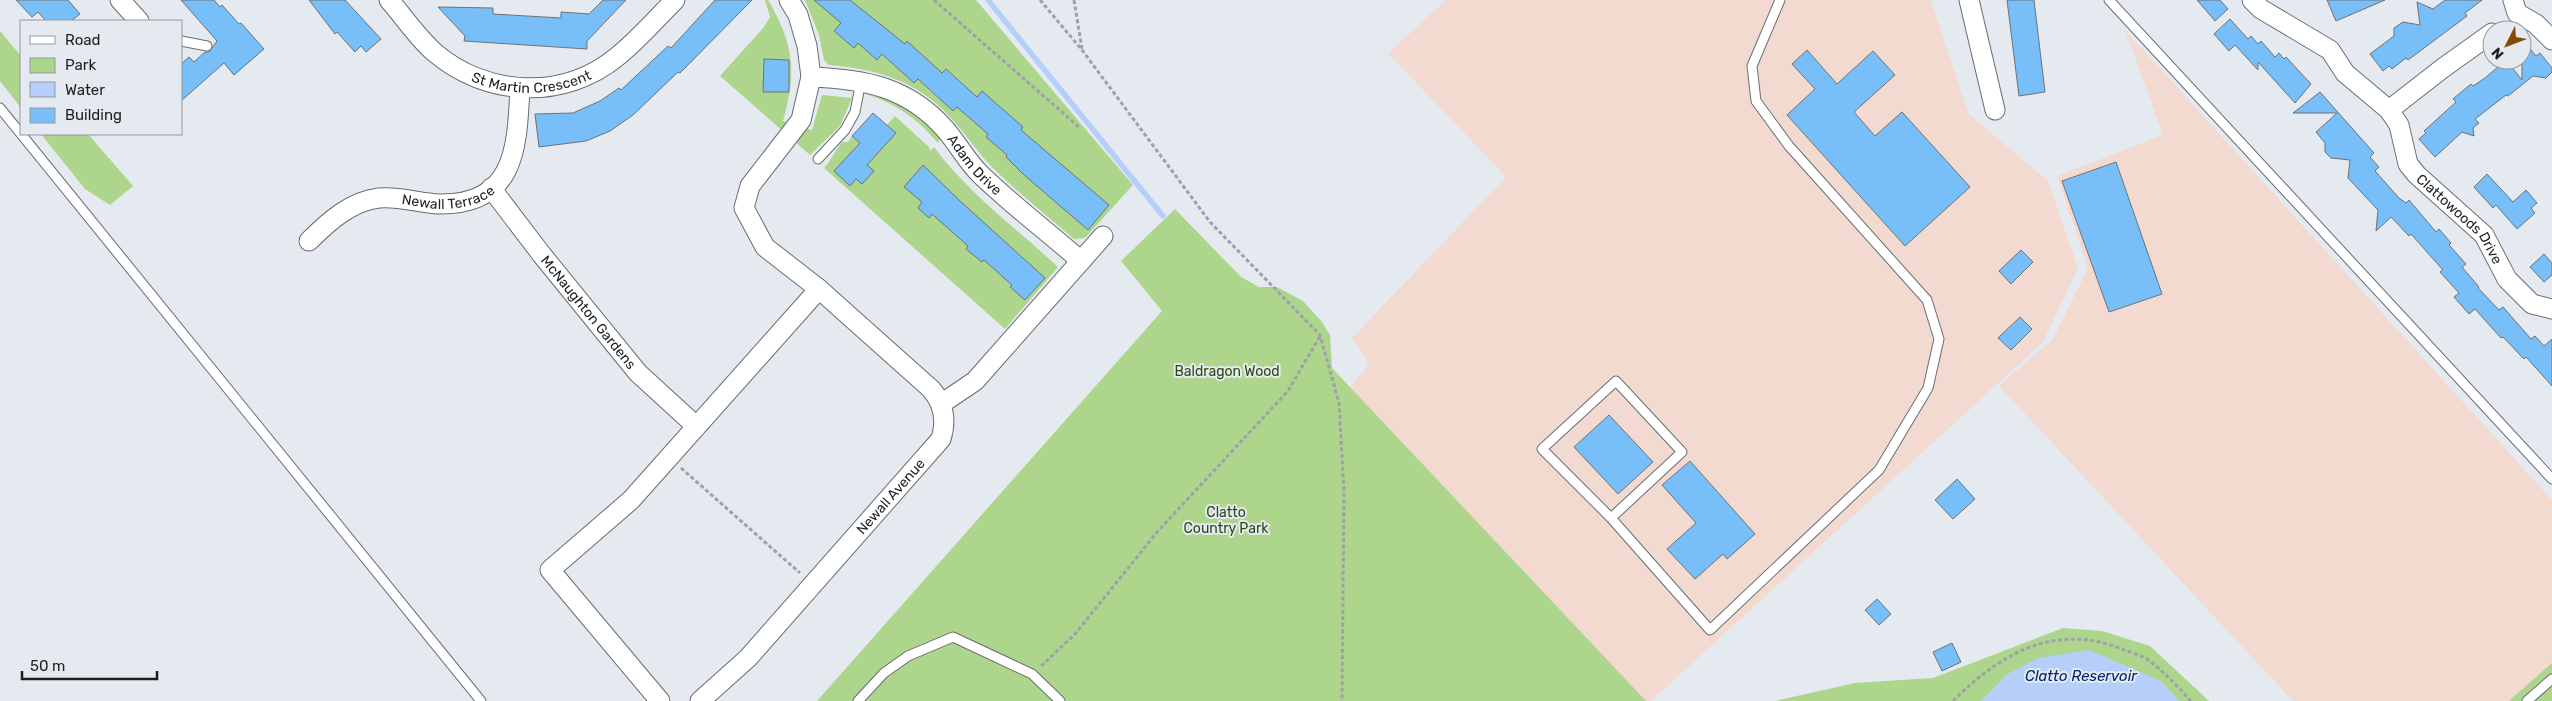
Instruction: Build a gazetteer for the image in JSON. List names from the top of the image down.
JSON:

...

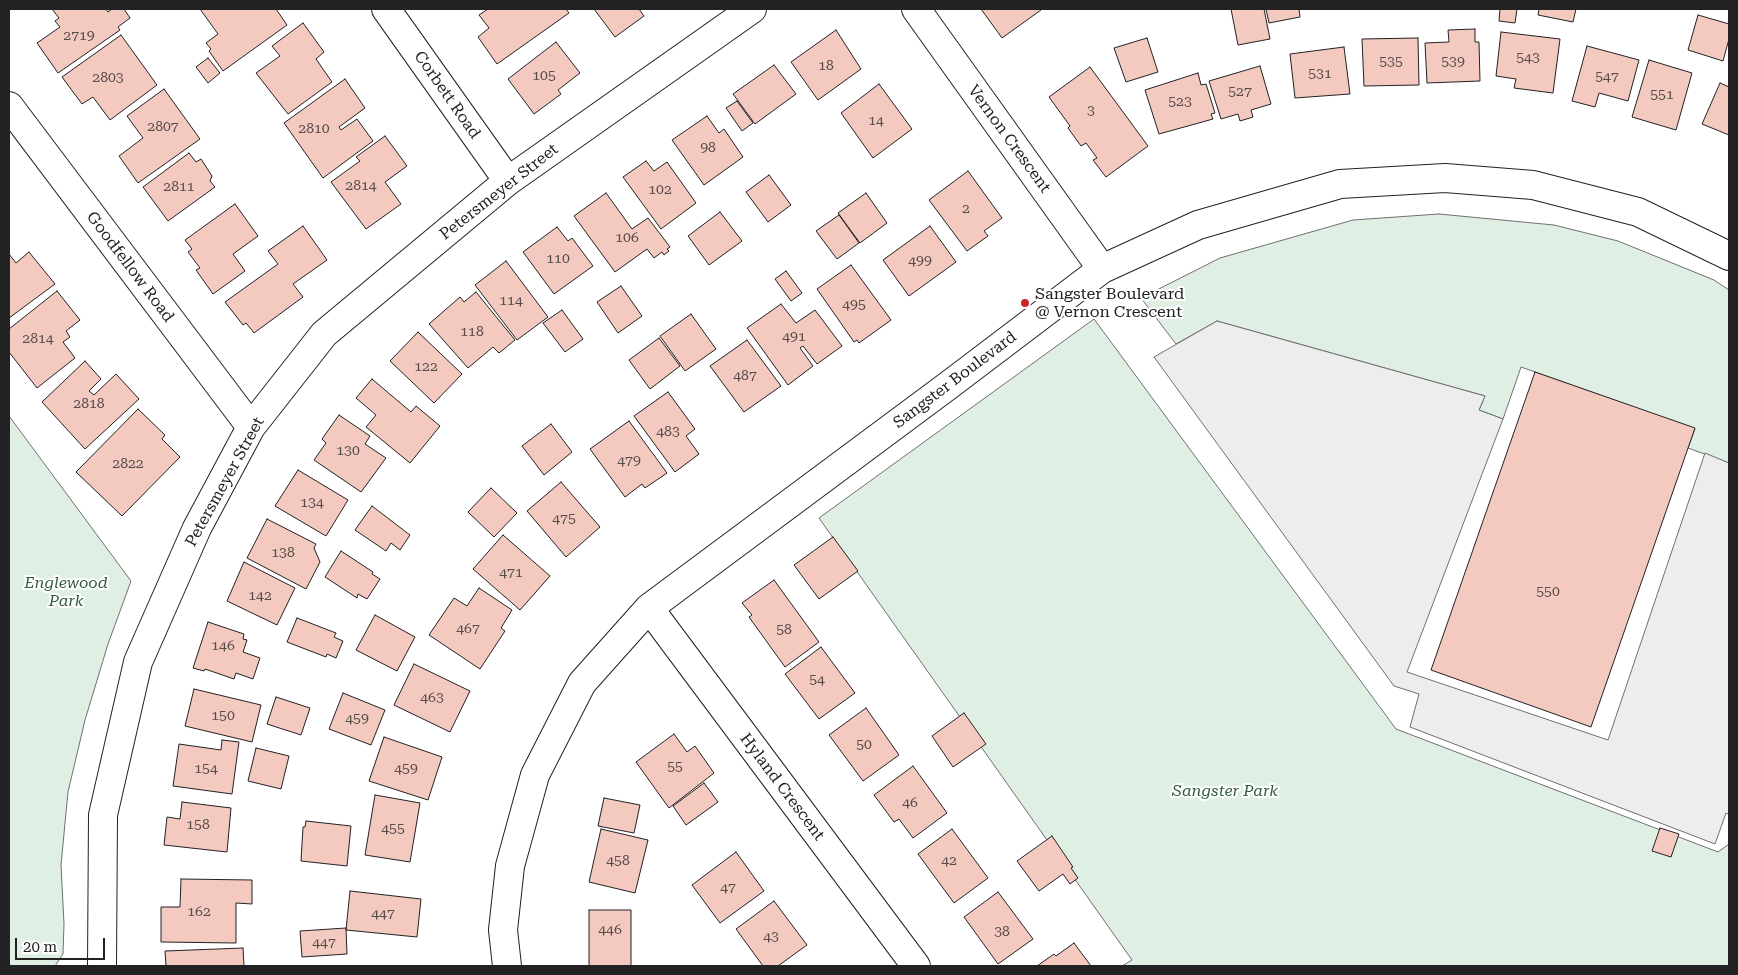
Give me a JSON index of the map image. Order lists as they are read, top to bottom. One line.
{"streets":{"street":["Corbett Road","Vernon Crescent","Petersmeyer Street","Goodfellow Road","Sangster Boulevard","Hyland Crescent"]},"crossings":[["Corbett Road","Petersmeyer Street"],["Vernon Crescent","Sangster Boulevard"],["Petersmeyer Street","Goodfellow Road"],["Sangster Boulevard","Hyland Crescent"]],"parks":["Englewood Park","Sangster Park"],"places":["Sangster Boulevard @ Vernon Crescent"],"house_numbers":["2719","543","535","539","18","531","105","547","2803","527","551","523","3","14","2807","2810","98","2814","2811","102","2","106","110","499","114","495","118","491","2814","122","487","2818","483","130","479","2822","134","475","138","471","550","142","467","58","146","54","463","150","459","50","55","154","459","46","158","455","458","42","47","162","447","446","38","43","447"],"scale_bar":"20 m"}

...

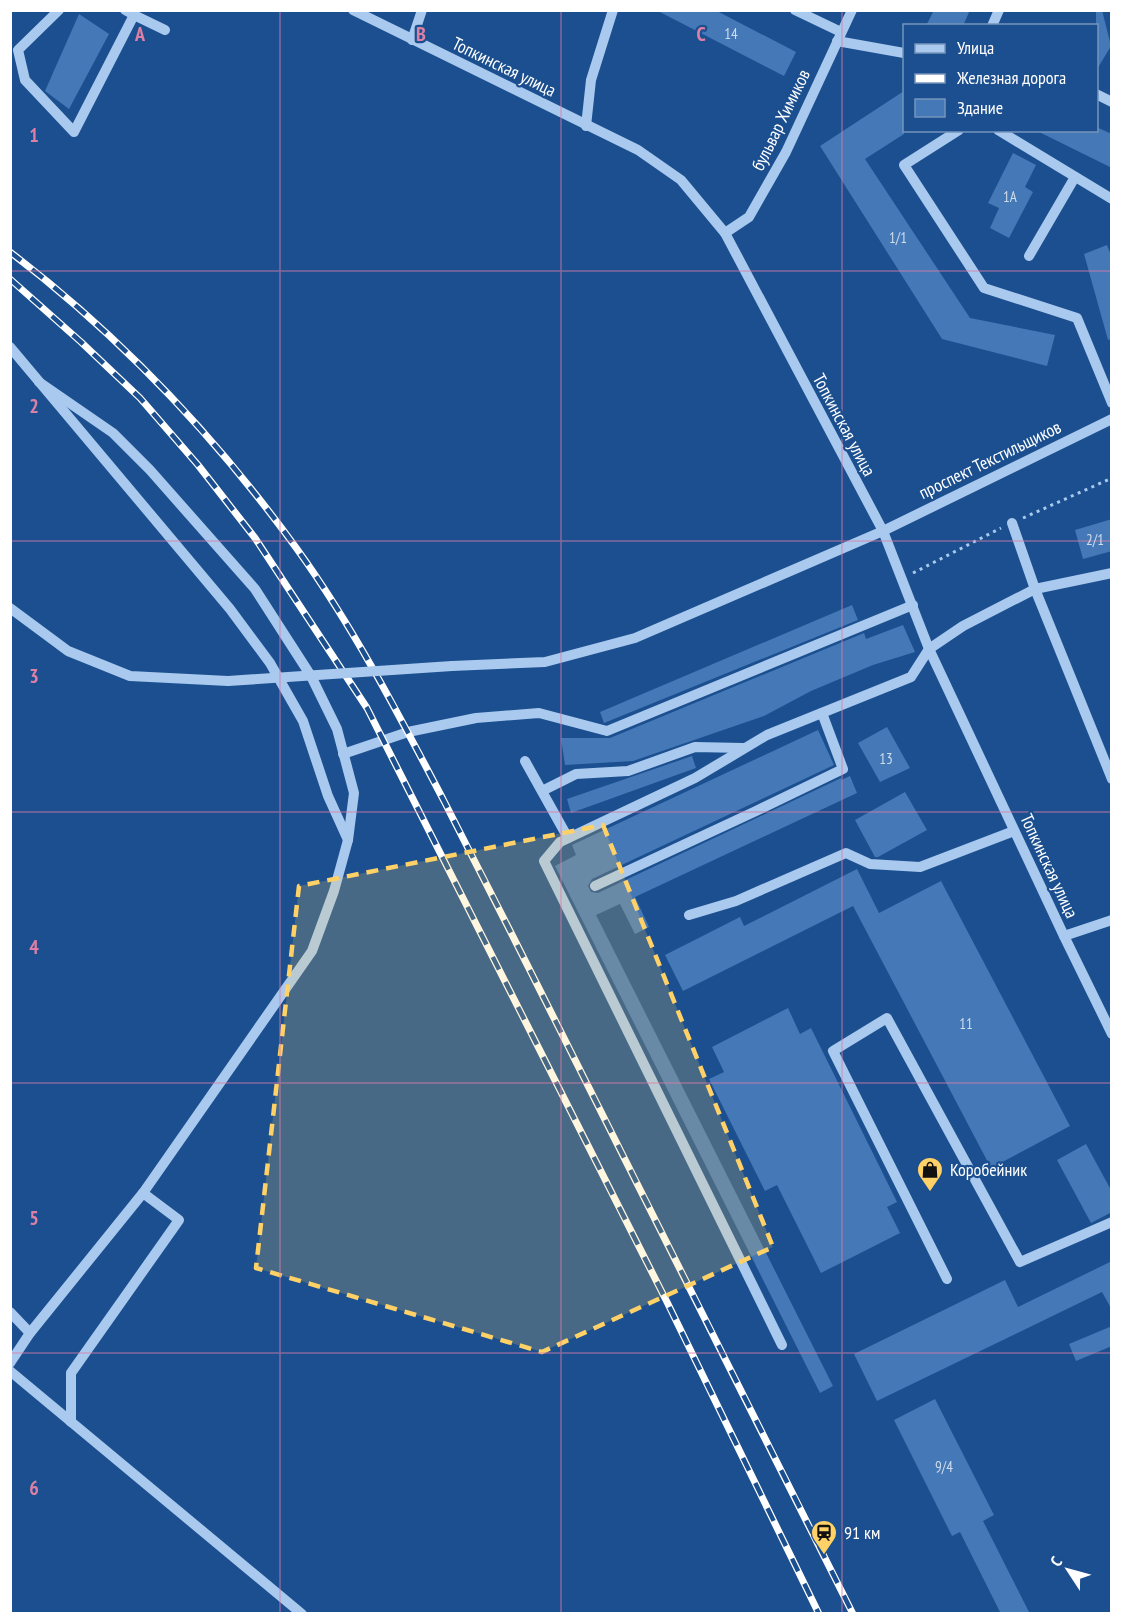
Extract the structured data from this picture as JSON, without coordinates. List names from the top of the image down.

Your instructions:
If a line of the material contains the word "names", pick it out and copy it.

Written response:
Instruction: Build a gazetteer for the image in JSON. List names from the top of the image down.
Extract the structured data from this picture as JSON, without coordinates. List names from the top of the image down.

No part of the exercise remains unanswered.